> TASK INSTRUCTIONS: Print back each record unchanged, without pictures.

> GIVEN DATA:
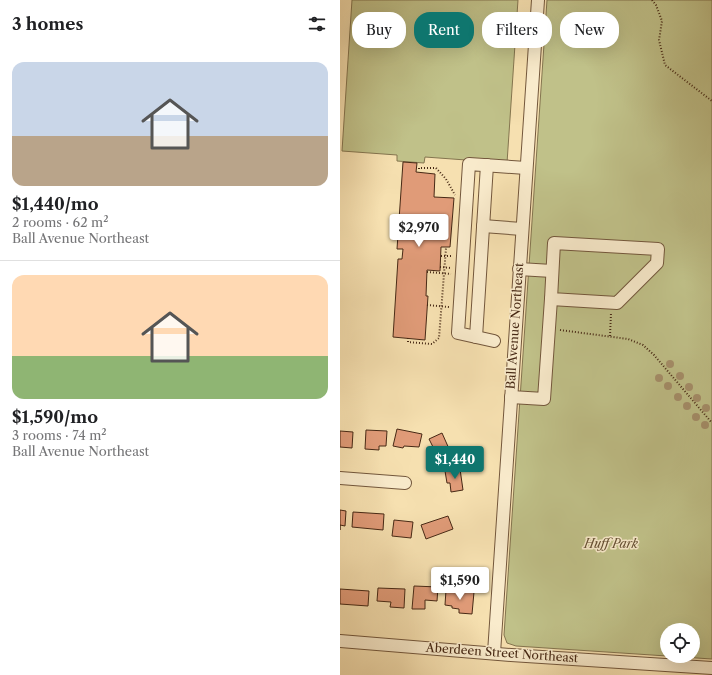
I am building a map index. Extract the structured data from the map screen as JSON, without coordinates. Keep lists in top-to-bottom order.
{
  "streets": {
    "street": ["Ball Avenue Northeast", "Aberdeen Street Northeast"]
  },
  "crossings": [
    ["Ball Avenue Northeast", "Aberdeen Street Northeast"]
  ],
  "parks": ["Huff Park"],
  "page": {
    "heading": "3 homes",
    "chip": [
      "Buy",
      "Rent",
      "Filters",
      "New"
    ],
    "list": [
      {
        "name": "$1,440/mo",
        "note": "2 rooms · 62 m² · Ball Avenue Northeast"
      },
      {
        "name": "$1,590/mo",
        "note": "3 rooms · 74 m² · Ball Avenue Northeast"
      }
    ],
    "price": ["$2,970", "$1,440", "$1,590"]
  }
}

> OUTPUT FOR THIS EXERCISE:
I am building a map index. Extract the structured data from the map screen as JSON, without coordinates. Keep lists in top-to-bottom order.
{
  "streets": {
    "street": ["Ball Avenue Northeast", "Aberdeen Street Northeast"]
  },
  "crossings": [
    ["Ball Avenue Northeast", "Aberdeen Street Northeast"]
  ],
  "parks": ["Huff Park"],
  "page": {
    "heading": "3 homes",
    "chip": [
      "Buy",
      "Rent",
      "Filters",
      "New"
    ],
    "list": [
      {
        "name": "$1,440/mo",
        "note": "2 rooms · 62 m² · Ball Avenue Northeast"
      },
      {
        "name": "$1,590/mo",
        "note": "3 rooms · 74 m² · Ball Avenue Northeast"
      }
    ],
    "price": ["$2,970", "$1,440", "$1,590"]
  }
}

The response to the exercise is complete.